Even though he disagrees with many of President Barack Obama’s policies, Justin Bernier said he supports president’s recent decision to withdraw 33,000 troops by the end of next year.

Bernier, a naval intelligence officer four years ago, believes the draw down will force the national and local governments to make the country more “livable.”

“We haven’t had the large handoff in security responsibilities that we’ve been talking about for 10 years,” Bernier said in a recent interview at his Plainville headquarters. “That’s the key to getting Afghanistan sorted out.”

“We’re never going to be able to get it to first-world status in our lifetime,” he said.
“I think the literacy rate is two percent. But what we can do is give them the responsibility that they need to get the country back to a livable situation.”

“Every provincial governor and mayor is appointed by the president of Afghanistan,” Bernier said. “This leads to corruption in a lot of communities. You’ve got to have local elections.”

He said the capture in May of al Qaeda terrorist leader Osama bin Laden “is going to be very demoralizing for the enemy,” but cautioned that the terrorist operations will continue.

“They’ll find somebody to pin their hopes on, although he won’t have as high a profile,” he said.

Bernier, 35, a Navy reservist who volunteered for a seven-month assignment in Afghanistan, said a year ago when he was running for the same congressional seat that he was the only candidate with national security credentials, which was important with two wars going on.

Before serving in Afghanistan, he was an aide to former U.S. Rep. Rob Simmons and as director of former Gov. M. Jodi Rell’s Office of Military Affairs he led the information campaign in 2005 that kept the Defense Base Closure And Realignment Commission (BRAC) from closing the Groton submarine base—a decision that he said would have devastated Connecticut’s economy and put the Electric Boat shipyard in jeopardy.

What a difference a year makes.

Last August, then-state Sen.
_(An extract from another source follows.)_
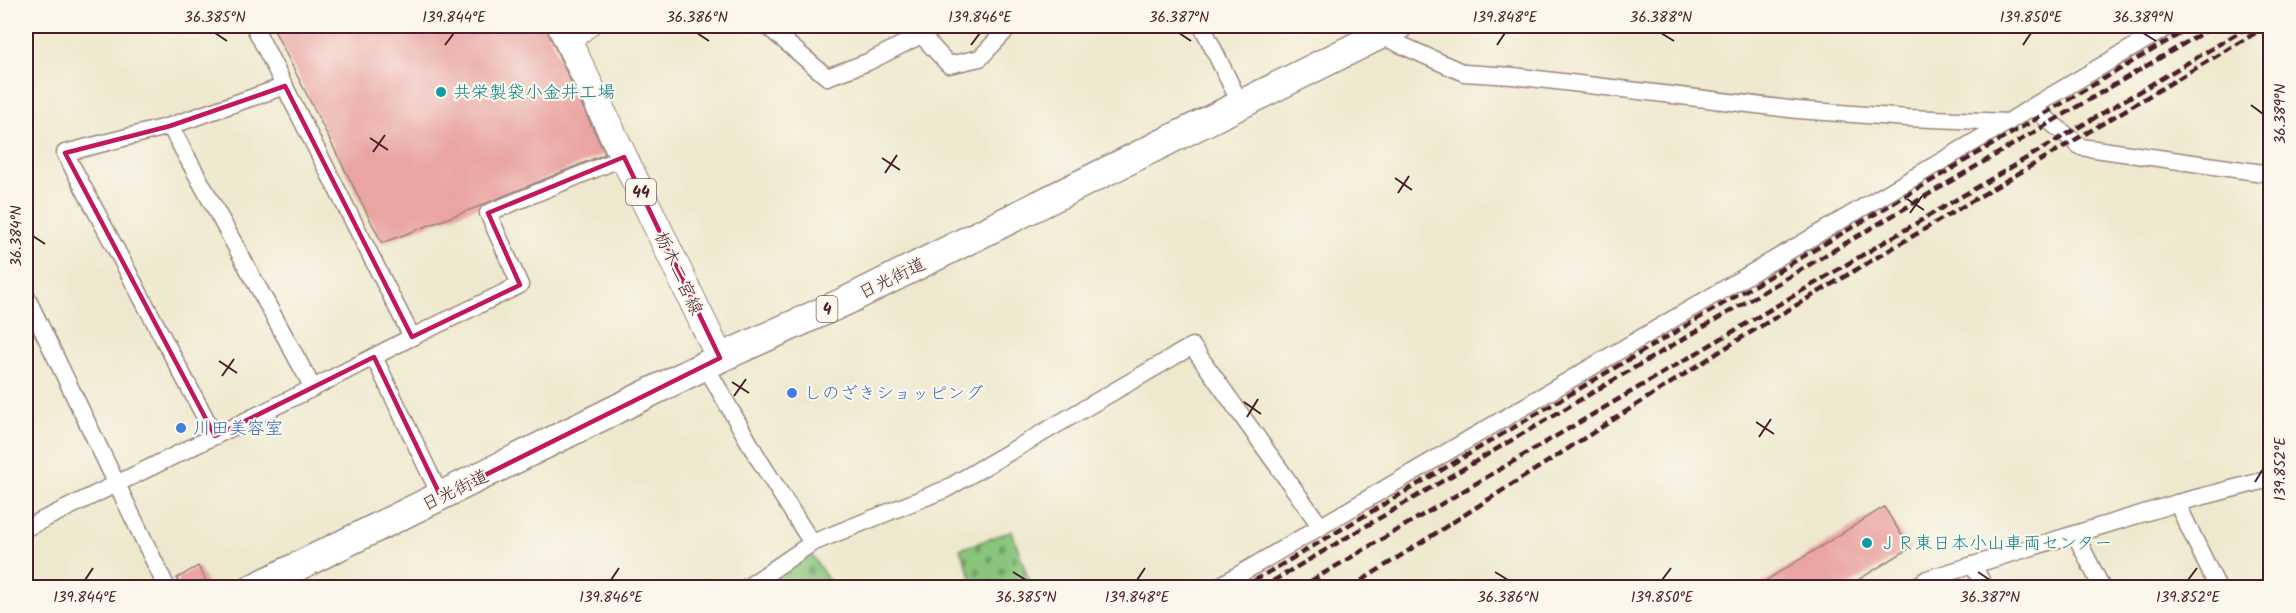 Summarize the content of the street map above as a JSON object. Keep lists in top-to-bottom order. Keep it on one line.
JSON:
{"streets":{"highway":["日光街道","4"],"main road":["44","栃木二宮線"]},"crossings":[["栃木二宮線","日光街道"]],"places":["共栄製袋小金井工場","しのざきショッピング","川田美容室","ＪＲ東日本小山車両センター"],"coordinates":["36.385°N","139.844°E","36.386°N","139.846°E","36.387°N","139.848°E","36.388°N","139.850°E","36.389°N","36.384°N","139.852°E"]}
Sam Caligiuri took 40 percent of the vote in the Republican primary with Bernier placing second with 32 percent. Democrat Chris Murphy captured a third term by defeating Caligiuri in the general election with 54 percent of the vote.

Bernier is now running for the Republican nod against Litchfield real estate developer Mark Greenberg, who petitioned his way into last year’s primary ballot after not receiving enough support at the convention. He also faces former FBI Agent Mike Clark, who helped put former Gov. John G. Rowland behind bars, and Simsbury business woman Lisa Wilson-Foley, who ran last year for lieutenant governor.

He said his campaign is much further ahead of where it was at this point two years ago, noting that he has hired campaign manager Scott Will, who was deputy campaign manager for Republican U.S. Senate candidate Linda McMahon last year, and he already has the support of 60 “Republican leaders” in the district, including some who supported Caligiuri last year.

Bernier said two years ago he didn’t even have a headquarters at this point.

Caligiuri, who announced in February that he wouldn’t make a second bid, said, “The primary was an enormous problem for me last year, because I was down to almost zero money afterwards and Chris Murphy was sitting on $2 million.”

Murphy, who lives in Cheshire, announced last January that he would run for U.S. Sen. Joseph Lieberman’s seat. Lieberman announced his retirement one day before Murphy announced. 

This marks the first time since 1990 that there won’t be an incumbent running in the Fifth District, which covers 41 municipalities through the northwest part of the state.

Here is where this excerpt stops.